A menudo, ofrecemos como remedio a esta situación, la oración. Pero también la oración puede ser un alimento bueno para un estómago, o mejor dicho, para una psicología inapetente. Me parece que la primera novedad extraordinaria que encontramos en Teresa es que su discurso no arranca de la oración, sino que desemboca en la oración. En nuestros documentos a menudo ponemos la oración en primer lugar, en base a un orden de prioridad. Teresa no lo hace así, sigue un orden práctico: lo primero en su intención (primus in intentione) no es lo primero que se realiza (primus in executione), es más podríamos decir que es lo último, al menos si entendemos por oración la «contemplación». Teresa nos dice que, si queremos aprender a orar, si verdaderamente queremos hacer de nuestra vida un camino de oración y viceversa, tenemos que poner bases existenciales sólidas, sin las cuales la oración o no se produce absolutamente, o al menos no se da del modo en que la piensa Teresa. Todos conocemos de memoria las tres condiciones previas de la vida de oración según Teresa:
La una es amor unas con otras; otra, desasimiento de todo lo criado; la otra verdadera humildad, que aunque la digo a la postre, es la principal y las abraza todas (C 4,4).
No se subrayará nunca suficientemente la centralidad de este texto para la comprensión del carisma teresiano. Es una síntesis muy eficaz de lo que es verdaderamente esencial en nuestra vida y no se puede quitar ni cambiar ninguna palabra. El mismo orden es significativo, como la misma Teresa hace notar. Por un lado, el amor recíproco no puede no estar en primer lugar, ya sea porque responde al mandamiento evangélico fundamental, o porque la reforma teresiano se ha caracterizado por una particular insistencia en la dimensión comunitaria y familiar de la vida religiosa. Sin embargo, parece decir Teresa, el amor entre nosotros no puede fundarse en el sentimiento, en la simpatía o afinidad humana, y aún menos en alianzas guiadas por intereses. El amor del que habla Teresa es un amor que brota entre personas humildes y desapegadas del mundo: «No puedo entender – escribe Teresa (C 16,2) – que se dé o pueda darse humildad sin amor, y amor sin humildad, como no es posible que estas dos virtudes estén en el alma sin un gran desasimiento de todo». Por eso la humildad es el fundamento de todo el edificio y el centro en torno al cual gira toda la pedagogía teresiana.

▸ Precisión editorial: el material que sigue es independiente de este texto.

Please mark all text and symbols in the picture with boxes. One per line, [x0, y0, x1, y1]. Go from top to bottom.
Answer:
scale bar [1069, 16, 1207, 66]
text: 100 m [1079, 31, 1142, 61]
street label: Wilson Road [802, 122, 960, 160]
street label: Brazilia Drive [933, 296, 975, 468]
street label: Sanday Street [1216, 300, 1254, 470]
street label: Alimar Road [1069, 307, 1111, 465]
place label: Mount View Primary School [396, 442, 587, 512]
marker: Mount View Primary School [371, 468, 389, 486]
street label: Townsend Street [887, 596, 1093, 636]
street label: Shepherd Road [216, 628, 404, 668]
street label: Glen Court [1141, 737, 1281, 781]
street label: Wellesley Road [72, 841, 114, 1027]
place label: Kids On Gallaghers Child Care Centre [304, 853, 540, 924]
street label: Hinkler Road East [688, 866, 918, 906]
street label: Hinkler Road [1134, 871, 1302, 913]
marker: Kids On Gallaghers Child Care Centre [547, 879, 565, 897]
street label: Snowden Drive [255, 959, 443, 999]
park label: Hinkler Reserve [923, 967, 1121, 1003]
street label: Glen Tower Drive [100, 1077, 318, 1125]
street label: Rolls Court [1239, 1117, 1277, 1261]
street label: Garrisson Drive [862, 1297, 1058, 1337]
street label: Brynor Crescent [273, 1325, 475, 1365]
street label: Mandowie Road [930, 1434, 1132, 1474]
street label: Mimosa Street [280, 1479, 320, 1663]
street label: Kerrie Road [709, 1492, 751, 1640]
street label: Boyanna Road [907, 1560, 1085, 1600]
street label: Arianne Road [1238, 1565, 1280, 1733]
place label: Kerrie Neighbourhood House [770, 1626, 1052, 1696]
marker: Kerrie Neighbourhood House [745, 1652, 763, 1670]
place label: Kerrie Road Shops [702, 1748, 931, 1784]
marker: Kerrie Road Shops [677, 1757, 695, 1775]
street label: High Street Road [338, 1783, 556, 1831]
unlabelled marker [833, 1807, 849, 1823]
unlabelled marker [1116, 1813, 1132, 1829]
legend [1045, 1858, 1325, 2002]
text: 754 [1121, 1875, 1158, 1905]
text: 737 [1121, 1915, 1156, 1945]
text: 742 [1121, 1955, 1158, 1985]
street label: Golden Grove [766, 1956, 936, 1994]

La humildad para Teresa es algo más que una virtud entre las demás. Teresa habla de «verdadera humildad» porque la humildad en la que ella piensa es el resultado de una experiencia cognitiva, es la condición propia de quien ha encontrado la Verdad, en su doble faceta: la Verdad del Dios amor y la verdad de la propia humanidad pobre y herida, pero amada desde la raíz pues no hay otra razón de tal amor sino la bondad de Dios. En este sentido, humildad no significa tanto desestima del hombre sino más bien un camino maestro para que el hombre realice la altísima vocación a la que ha sido llamado. Por eso la humildad es la condición misma de Jesucristo, expresa su actitud fundamental ante la existencia. Seguir a Jesús significa por lo tanto, antes que cualquier otra cosa, hacer propia esta actitud: «Asumid los mismos sentimientos de Cristo Jesús» (Fil 2,5), es decir su abajamiento y su obediencia para poder compartir su exaltación. Se trata por lo tanto de una «sublime humildad», que al mismo tiempo que se abaja y se doblega, también ensalza y devuelve la dignidad a la persona. Por eso Teresa, cuando piensa en la «verdadera humildad» la concibe como una virtud soberana, la compara con la «reina» en el juego de ajedrez (C 16,2) y la ensalza, junto con el «desasimiento», con acento triunfal:
¡Oh soberanas virtudes, señoras de todo lo criado, emperadoras del mundo, libradoras de todos los lazos y enredos que pone el demonio, tan amadas de nuestro enseñador Cristo, que nunca un punto se vio sin ellas! (C 10,3)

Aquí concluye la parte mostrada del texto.